L E Premier ministre britannique, Tony Blair, a repoussé la date des élections au 7 juin pour cause de fièvre aphteuse. Il veut que l'épizootie soit contrôlée avant que les électeurs ne se déplacent en masse vers les bureaux de vote.
Le report prend la forme d'un ajournement des élections locales qui étaient prévues pour le 3 mai, sans que la date ne fût annoncée officiellement. Les Britanniques ne souhaitent pas, toutefois, retourner aux urnes l'année prochaine, celle des élections législatives. Le 7 mai servira donc aussi à des élections générales anticipées.
L'opposition conservatrice a fait valoir que personne ne sait si l'épizootie de fièvre aphteuse sera contrôlée le 7 juin prochain. Tony Blair a répondu qu'il ne pouvait pas retarder indéfiniment le processus démocratique. Ce qui semble signifier que la campagne, elle, a commencé.
M. Blair souhaite avancer les législatives d'un an parce qu'il pense que la situation économique et sociale de la Grande-Bretagne va se détériorer.

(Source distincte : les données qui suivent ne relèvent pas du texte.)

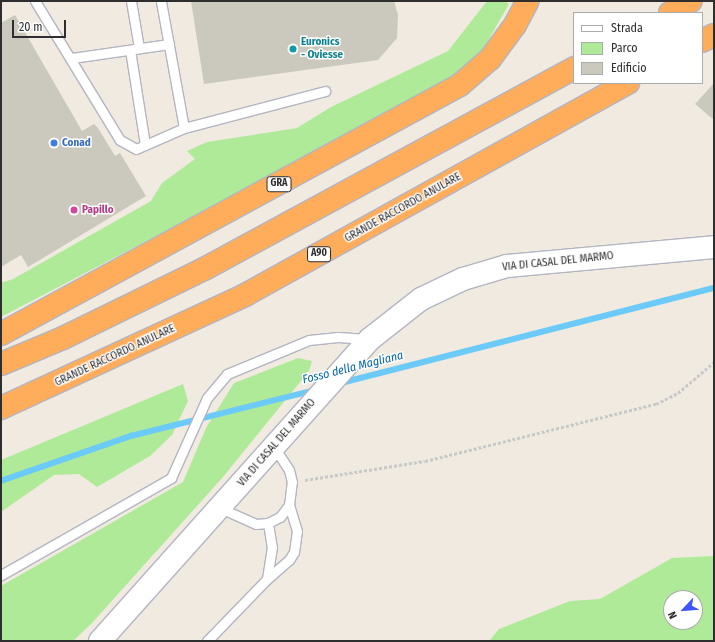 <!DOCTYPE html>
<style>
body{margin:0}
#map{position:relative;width:715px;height:642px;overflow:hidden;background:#f0eae0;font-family:"Fira Sans Condensed",sans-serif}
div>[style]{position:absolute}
.green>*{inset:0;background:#afea99}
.stream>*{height:5.5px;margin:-2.75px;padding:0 2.75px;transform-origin:2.75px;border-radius:2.75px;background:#6ccaf8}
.building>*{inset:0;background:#cbc8be}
.path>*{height:2.5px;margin-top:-1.25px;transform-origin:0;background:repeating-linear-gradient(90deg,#c9c9c9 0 3px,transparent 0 5px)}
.roads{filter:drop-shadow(1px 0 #b3b5c2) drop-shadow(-1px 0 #b3b5c2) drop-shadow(0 1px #b3b5c2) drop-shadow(0 -1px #b3b5c2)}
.lane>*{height:9px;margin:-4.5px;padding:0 4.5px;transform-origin:4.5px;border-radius:4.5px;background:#fff}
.secondary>*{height:22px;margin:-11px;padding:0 11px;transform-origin:11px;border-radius:11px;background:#fff}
.highway>*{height:22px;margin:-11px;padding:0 11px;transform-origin:11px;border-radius:11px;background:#ffac5b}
.dots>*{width:11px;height:11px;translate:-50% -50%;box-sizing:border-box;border:2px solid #fff;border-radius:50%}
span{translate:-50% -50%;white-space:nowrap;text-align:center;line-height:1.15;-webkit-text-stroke:3px #fff;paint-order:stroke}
.shield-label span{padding:1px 3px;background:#fff;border:1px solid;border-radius:3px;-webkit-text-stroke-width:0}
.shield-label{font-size:10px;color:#2e2e2e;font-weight:700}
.culture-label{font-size:11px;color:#0d838f;font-weight:700}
.left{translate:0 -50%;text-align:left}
.shop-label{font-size:11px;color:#366cbe;font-weight:700}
.street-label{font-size:11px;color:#2e2e2e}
.hotel-label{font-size:11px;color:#b23c85;font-weight:700}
.water-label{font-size:12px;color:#0368ac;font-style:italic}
.frame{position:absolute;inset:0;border:2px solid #2e2e2e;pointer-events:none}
.legend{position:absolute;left:573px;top:12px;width:130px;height:72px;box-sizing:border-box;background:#fff;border:1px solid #ababab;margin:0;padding:5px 7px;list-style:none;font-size:12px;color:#2e2e2e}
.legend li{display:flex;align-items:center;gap:8px;height:20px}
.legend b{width:20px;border:1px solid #ababab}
.north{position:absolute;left:663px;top:590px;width:40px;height:40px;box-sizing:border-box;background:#fff;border:1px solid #ababab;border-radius:50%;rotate:244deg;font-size:11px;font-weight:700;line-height:16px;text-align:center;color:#2e2e2e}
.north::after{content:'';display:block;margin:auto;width:14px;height:18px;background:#3d56ff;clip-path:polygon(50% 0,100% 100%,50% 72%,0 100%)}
.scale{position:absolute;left:12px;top:20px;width:54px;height:18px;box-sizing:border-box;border:2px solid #2e2e2e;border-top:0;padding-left:5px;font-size:12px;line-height:14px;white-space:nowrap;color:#2e2e2e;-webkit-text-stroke:3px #fff;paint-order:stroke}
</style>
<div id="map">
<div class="green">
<i style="clip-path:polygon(487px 1px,505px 1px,509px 4px,470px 72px,1px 317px,1px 283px,13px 279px,151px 201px,162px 183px,195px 159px,187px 151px,207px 142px,297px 128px,331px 107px,448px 51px)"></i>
<i style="clip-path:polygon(298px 358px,312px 361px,309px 371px,223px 477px,92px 623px,73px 641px,1px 641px,1px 586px,183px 482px,206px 428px,234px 383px)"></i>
<i style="clip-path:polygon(183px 384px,188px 401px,172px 435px,150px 456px,97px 487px,79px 474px,54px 475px,1px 512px,1px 460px)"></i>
<i style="clip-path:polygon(evenodd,714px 556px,714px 641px,489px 641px,499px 629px,570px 601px,600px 599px,672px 558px,714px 556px,671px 598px,695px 598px,695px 622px,671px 622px,671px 598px)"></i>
</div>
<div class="stream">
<i style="left:341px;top:383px;width:385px;rotate:-14.3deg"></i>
<i style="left:1px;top:481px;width:138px;rotate:-19.1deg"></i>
<i style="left:131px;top:436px;width:190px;rotate:-14deg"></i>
</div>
<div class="building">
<i style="clip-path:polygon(191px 1px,394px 1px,398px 15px,397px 38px,378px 60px,204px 84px)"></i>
<i style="clip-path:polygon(15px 15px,82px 131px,94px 124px,98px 128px,115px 156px,120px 153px,146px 196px,28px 267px,21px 255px,1px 267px,1px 23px)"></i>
<i style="clip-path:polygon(714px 83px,714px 120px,695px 104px)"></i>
</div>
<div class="path">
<i style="left:305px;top:480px;width:121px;rotate:-9deg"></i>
<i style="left:425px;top:461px;width:238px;rotate:-13.9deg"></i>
<i style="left:656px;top:404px;width:25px;rotate:-27deg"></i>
<i style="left:678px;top:393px;width:48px;rotate:-40.7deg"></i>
</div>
<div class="roads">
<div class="lane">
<i style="left:35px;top:1px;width:163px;rotate:58.6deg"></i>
<i style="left:120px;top:140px;width:18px;rotate:29deg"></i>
<i style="left:136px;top:149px;width:52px;rotate:-23.6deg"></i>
<i style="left:184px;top:128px;width:129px;rotate:-100.3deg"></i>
<i style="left:131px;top:1px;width:48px;rotate:80.3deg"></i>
<i style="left:130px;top:50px;width:96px;rotate:81deg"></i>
<i style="left:72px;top:58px;width:98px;rotate:-8.2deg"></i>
<i style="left:184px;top:128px;width:146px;rotate:-14.7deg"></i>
<i style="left:220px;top:508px;width:39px;rotate:24deg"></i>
<i style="left:256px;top:524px;width:12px;rotate:-5deg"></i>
<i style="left:268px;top:523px;width:13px;rotate:-27deg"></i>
<i style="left:280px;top:517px;width:15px;rotate:-53deg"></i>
<i style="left:289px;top:505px;width:23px;rotate:-83deg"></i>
<i style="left:292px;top:482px;width:12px;rotate:-104deg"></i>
<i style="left:289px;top:470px;width:27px;rotate:-123deg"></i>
<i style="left:268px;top:523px;width:24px;rotate:81deg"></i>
<i style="left:272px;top:547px;width:32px;rotate:99deg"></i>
<i style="left:267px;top:579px;width:29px;rotate:-41deg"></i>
<i style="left:289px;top:560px;width:9px;rotate:-58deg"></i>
<i style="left:294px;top:552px;width:21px;rotate:-82deg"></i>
<i style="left:297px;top:531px;width:27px;rotate:-107deg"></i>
<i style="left:1px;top:575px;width:196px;rotate:-29.7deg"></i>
<i style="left:171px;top:478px;width:88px;rotate:-65.8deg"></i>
<i style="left:207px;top:398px;width:31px;rotate:-50deg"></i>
<i style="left:227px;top:374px;width:89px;rotate:-22.5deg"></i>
<i style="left:309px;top:340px;width:29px;rotate:-6deg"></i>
<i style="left:338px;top:337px;width:30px;rotate:4deg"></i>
<i style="left:207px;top:641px;width:86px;rotate:-45.9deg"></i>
</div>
<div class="secondary">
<i style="left:100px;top:641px;width:405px;rotate:-48.2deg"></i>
<i style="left:370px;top:339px;width:65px;rotate:-38.1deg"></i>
<i style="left:421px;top:299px;width:47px;rotate:-25.5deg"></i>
<i style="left:463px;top:279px;width:46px;rotate:-16.5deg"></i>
<i style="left:507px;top:266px;width:208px;rotate:-5.2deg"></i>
</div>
<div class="highway">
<i style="left:670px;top:13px;width:24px;rotate:-30deg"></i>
<i style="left:702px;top:41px;width:13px;rotate:-27deg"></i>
<i style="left:1px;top:334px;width:522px;rotate:-28.48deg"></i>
<i style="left:460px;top:85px;width:40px;rotate:-41deg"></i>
<i style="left:490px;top:59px;width:42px;rotate:-53.7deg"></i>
<i style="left:515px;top:25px;width:27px;rotate:-62deg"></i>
<i style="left:1px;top:364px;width:67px;rotate:-22.8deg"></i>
<i style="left:63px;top:338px;width:159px;rotate:-26.1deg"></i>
<i style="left:206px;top:268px;width:419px;rotate:-28.5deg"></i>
<i style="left:1px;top:408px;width:269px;rotate:-24.8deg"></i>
<i style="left:245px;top:295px;width:438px;rotate:-29deg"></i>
</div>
</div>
<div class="dots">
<i style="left:293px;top:49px;background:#0f9aa8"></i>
<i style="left:54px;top:143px;background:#3f7fe0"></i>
<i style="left:74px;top:210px;background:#d1479c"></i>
</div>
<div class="shield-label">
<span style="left:279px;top:184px">GRA</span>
<span style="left:319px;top:254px">A90</span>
</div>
<div class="culture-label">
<span class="left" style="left:301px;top:49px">Euronics<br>- Oviesse</span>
</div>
<div class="shop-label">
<span class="left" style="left:62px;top:143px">Conad</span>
</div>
<div class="street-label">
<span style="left:403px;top:208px;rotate:-29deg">GRANDE RACCORDO ANULARE</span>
<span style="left:558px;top:262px;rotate:-6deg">VIA DI CASAL DEL MARMO</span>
<span style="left:115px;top:356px;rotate:-25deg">GRANDE RACCORDO ANULARE</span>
<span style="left:277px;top:443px;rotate:-49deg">VIA DI CASAL DEL MARMO</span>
</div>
<div class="hotel-label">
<span class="left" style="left:82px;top:210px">Papillo</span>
</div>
<div class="water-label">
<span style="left:353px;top:368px;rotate:-14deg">Fosso della Magliana</span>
</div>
<div class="frame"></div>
<ul class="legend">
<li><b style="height:5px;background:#fff"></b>Strada</li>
<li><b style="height:11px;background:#afea99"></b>Parco</li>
<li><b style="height:11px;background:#cbc8be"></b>Edificio</li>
</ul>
<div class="north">N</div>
<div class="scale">20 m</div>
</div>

Déjà, l'avance du Labour sur les Tories a baissé de 3 points, à 16 %. On note néanmoins que les Britanniques ne tiennent pas rigueur à Tony Blair des catastrophes dont ils n'ont cessé d'être victimes, depuis la maladie de la vache folle jusqu'à la fièvre aphteuse en passant par les inondations.
Certes, le monde rural britannique en a beaucoup souffert. Mais depuis quatre ans que le Labour est au pouvoir, le chômage est tombé au-dessous de 4 %, la livre est solide, la croissance a été forte. La troisième voie, chère à Blair, à Clinton et semble-t-il, à Schröder, aura donc porté ses fruits.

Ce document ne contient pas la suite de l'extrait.